Поводы для злословия сами плыли высшему свету в руки.

Высокородные и высокопоставленные сплетники и сплетницы

обнаружили у молодой царицы самое больное место,

и не преминули ударить сильнее...

Александра вновь и вновь слышала неумолимый голос свекрови:

— Никогда не думала, что Ники, женившийся молодым на ещё более молодой особе, окажется вынужденным передать престол брату за неимением наследника.

За что? Уж она ли не молилась о сыне? Неужели это она виновата в том, что три дочери, три чудесные девочки родились подряд, но долгожданного наследника всё нет и нет? Но теперь Господь наверняка — да-да, наверняка! — исполнит их с Ники сокровенное желание, отзовётся на горячие, слёзные молитвы. И государыня нежно, с надеждой и любовью, провела ладонью по своему животу, в котором зародилась жизнь их с Николаем четвёртого ребёнка. Мальчик! Она верила — конечно же, это мальчик. Наследник!

Дыхание вновь стеснило от боли...

— Мама, не плачь! Тебе больно? — маленькие ручки Татьяны, в одно мгновение оказавшейся рядом, нежно вытирали слёзы с материнского лица. Александра поймала и поцеловала одну из тёплых ладошек.

— Нет, дитя, — мужественно солгала она, через силу улыбаясь. — Я просто немного загрустила, но уже всё прошло. Помолись за свою мамочку.

— Буду молиться! — горячо пообещала посерьезневшая девочка...

А либеральные господа всё возмущались и смеялись:

— Бедная Алиса совсем замолилась! Посмотрим, снизойдёт ли на сей раз Господь к этой истеричной отшельнице-аскетке. Ведь если она вновь родит дочь, кому-то это может очень не понравиться!

«Кому-то» — вдовствующей императрице.

Об этом Александра вспоминала всегда, думая о будущем ребёнке. Вспомнила даже в тот миг, когда начались схватки...

Это был первый раз, когда царь Николай, тревожно ожидая разрешения дорогой Аликс от бремени, ощущал угрызения совести оттого, что в бесконечное течение его горячих молитв о супруге и ребёнке неотступно вторгается опасение, совершенно неуместное сейчас, когда надо думать лишь о здоровье жены и малыша, опасение нового разочарования.
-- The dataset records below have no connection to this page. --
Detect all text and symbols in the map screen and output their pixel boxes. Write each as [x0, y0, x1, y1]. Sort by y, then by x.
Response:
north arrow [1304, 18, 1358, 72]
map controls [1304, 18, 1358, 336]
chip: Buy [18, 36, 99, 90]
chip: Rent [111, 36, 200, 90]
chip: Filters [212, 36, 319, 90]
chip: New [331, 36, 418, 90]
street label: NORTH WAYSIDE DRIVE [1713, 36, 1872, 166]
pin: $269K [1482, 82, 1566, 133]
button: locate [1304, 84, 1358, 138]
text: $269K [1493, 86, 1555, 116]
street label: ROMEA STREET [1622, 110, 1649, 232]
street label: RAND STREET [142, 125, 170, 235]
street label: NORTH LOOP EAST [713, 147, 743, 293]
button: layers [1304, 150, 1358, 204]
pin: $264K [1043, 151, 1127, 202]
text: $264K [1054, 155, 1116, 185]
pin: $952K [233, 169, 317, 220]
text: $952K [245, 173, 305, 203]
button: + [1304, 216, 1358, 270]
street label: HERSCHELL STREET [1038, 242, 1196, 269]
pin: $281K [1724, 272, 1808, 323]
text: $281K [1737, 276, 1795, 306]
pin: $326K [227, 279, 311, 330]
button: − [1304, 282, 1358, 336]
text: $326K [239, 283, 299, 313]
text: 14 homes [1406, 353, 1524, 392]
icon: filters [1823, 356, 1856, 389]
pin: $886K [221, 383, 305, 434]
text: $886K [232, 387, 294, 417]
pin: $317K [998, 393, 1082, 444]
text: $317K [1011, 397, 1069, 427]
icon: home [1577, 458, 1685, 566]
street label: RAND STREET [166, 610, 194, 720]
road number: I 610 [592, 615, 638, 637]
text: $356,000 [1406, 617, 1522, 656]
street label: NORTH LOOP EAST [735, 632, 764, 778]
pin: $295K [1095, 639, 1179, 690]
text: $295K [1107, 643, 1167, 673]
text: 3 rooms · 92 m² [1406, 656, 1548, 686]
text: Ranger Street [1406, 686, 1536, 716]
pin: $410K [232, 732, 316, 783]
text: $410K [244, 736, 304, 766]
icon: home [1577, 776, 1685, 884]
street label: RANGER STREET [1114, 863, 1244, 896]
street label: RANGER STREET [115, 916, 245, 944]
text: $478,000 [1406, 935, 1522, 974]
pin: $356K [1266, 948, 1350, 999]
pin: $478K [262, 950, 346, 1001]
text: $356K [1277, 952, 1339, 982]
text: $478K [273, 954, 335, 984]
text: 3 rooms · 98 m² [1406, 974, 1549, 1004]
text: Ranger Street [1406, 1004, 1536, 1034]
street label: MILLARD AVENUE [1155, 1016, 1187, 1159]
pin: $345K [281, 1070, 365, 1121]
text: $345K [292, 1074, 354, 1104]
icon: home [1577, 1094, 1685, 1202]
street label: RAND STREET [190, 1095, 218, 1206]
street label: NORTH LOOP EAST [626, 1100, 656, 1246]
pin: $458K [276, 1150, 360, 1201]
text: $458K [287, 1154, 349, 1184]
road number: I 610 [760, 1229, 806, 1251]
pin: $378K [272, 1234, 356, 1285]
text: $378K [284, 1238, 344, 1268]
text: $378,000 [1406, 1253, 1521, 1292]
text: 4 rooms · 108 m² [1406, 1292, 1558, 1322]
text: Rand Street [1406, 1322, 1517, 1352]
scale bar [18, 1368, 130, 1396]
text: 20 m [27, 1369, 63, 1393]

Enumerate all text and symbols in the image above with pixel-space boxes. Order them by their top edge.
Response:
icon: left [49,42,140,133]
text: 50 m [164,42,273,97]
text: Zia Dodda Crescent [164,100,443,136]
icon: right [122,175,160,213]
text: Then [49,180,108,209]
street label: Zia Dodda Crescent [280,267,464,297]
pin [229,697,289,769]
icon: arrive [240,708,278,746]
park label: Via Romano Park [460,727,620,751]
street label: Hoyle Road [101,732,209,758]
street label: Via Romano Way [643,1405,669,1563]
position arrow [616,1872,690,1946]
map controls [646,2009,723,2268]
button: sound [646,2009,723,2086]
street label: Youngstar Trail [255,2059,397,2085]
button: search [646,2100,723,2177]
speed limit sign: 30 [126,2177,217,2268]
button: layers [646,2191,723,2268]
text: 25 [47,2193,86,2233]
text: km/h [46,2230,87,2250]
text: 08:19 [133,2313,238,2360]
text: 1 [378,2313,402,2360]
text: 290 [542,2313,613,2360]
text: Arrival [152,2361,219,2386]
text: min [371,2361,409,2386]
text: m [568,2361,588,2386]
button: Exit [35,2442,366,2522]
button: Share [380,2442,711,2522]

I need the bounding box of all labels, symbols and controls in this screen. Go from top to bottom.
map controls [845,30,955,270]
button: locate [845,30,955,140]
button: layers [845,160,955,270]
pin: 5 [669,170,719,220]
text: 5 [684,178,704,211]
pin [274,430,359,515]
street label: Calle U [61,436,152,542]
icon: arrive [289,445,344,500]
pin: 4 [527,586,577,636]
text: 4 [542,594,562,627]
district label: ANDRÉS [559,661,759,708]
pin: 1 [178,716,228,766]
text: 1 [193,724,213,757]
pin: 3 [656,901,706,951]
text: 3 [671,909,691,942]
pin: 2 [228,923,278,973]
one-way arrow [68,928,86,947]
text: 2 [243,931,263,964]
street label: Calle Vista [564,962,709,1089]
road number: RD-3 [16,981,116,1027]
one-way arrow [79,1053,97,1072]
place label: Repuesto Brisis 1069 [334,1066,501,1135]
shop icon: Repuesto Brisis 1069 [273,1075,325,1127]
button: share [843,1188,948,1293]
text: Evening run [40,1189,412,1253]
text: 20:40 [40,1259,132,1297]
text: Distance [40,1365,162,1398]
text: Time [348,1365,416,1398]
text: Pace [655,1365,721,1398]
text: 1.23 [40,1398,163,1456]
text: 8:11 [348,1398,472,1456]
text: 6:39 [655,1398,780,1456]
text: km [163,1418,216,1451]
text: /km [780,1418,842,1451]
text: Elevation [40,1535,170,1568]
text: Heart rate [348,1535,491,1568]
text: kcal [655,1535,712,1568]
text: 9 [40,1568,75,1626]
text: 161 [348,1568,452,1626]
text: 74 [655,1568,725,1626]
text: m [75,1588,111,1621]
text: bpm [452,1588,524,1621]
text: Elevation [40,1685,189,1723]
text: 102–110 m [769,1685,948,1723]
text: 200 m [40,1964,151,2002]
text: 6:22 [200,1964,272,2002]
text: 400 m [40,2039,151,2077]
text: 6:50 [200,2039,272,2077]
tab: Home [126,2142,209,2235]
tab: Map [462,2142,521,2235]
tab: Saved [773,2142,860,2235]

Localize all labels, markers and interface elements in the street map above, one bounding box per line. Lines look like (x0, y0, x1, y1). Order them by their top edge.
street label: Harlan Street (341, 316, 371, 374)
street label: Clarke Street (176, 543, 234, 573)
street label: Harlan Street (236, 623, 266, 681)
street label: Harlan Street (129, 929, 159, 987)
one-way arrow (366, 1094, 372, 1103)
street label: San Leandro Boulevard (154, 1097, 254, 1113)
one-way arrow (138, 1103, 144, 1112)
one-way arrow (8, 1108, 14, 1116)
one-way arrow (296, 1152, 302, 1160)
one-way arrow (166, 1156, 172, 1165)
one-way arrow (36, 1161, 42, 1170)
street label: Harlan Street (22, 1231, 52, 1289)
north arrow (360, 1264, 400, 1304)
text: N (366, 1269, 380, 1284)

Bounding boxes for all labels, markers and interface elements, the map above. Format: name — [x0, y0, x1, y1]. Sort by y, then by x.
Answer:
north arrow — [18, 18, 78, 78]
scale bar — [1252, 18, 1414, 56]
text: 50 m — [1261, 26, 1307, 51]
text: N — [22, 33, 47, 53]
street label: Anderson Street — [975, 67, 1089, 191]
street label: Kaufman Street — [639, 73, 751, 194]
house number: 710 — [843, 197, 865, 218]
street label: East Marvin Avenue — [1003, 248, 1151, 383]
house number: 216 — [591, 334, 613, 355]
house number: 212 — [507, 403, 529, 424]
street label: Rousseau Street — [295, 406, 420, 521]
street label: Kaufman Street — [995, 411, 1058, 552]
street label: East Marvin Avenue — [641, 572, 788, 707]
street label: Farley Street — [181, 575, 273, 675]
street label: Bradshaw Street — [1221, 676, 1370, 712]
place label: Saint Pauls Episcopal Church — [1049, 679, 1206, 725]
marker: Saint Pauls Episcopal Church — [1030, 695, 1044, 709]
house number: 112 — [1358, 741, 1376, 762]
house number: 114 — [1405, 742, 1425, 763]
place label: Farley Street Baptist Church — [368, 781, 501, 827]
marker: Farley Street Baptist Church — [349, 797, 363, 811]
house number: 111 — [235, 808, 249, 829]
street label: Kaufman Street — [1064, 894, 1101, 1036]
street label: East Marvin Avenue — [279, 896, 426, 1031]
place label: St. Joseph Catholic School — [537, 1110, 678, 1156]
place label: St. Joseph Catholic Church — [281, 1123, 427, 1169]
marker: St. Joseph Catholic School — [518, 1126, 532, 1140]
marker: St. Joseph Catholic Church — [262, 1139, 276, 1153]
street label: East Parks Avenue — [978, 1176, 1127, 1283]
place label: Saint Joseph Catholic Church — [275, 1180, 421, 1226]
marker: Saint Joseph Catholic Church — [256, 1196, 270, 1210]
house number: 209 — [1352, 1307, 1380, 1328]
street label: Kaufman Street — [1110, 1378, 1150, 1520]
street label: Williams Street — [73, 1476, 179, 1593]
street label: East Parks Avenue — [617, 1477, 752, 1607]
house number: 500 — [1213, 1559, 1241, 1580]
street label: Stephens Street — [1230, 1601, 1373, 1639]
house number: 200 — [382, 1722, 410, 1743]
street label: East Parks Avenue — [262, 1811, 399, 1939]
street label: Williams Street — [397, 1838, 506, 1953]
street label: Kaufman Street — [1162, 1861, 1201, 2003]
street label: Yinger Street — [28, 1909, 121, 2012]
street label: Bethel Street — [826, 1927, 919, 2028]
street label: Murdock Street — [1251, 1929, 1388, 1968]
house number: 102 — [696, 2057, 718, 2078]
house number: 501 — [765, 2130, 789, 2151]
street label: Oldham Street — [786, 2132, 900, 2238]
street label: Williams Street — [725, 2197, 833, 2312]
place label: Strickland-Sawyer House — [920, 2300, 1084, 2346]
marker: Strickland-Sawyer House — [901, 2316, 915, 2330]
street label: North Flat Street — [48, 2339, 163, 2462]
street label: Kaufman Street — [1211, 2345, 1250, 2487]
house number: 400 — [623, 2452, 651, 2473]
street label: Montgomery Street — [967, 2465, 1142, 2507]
«Но это невозможно!» — думал он. Слишком много сил души и сердечной веры было вложено в просьбы к Всевышнему Властителю судеб о даровании наследника. Но волнение становилось всё сильнее, мешало молиться... Николаю было стыдно...

— Ваше Величество...

Он с горячей радостью услышал, что всё прошло благополучно, и напрягся, ожидая услышать слово «сын».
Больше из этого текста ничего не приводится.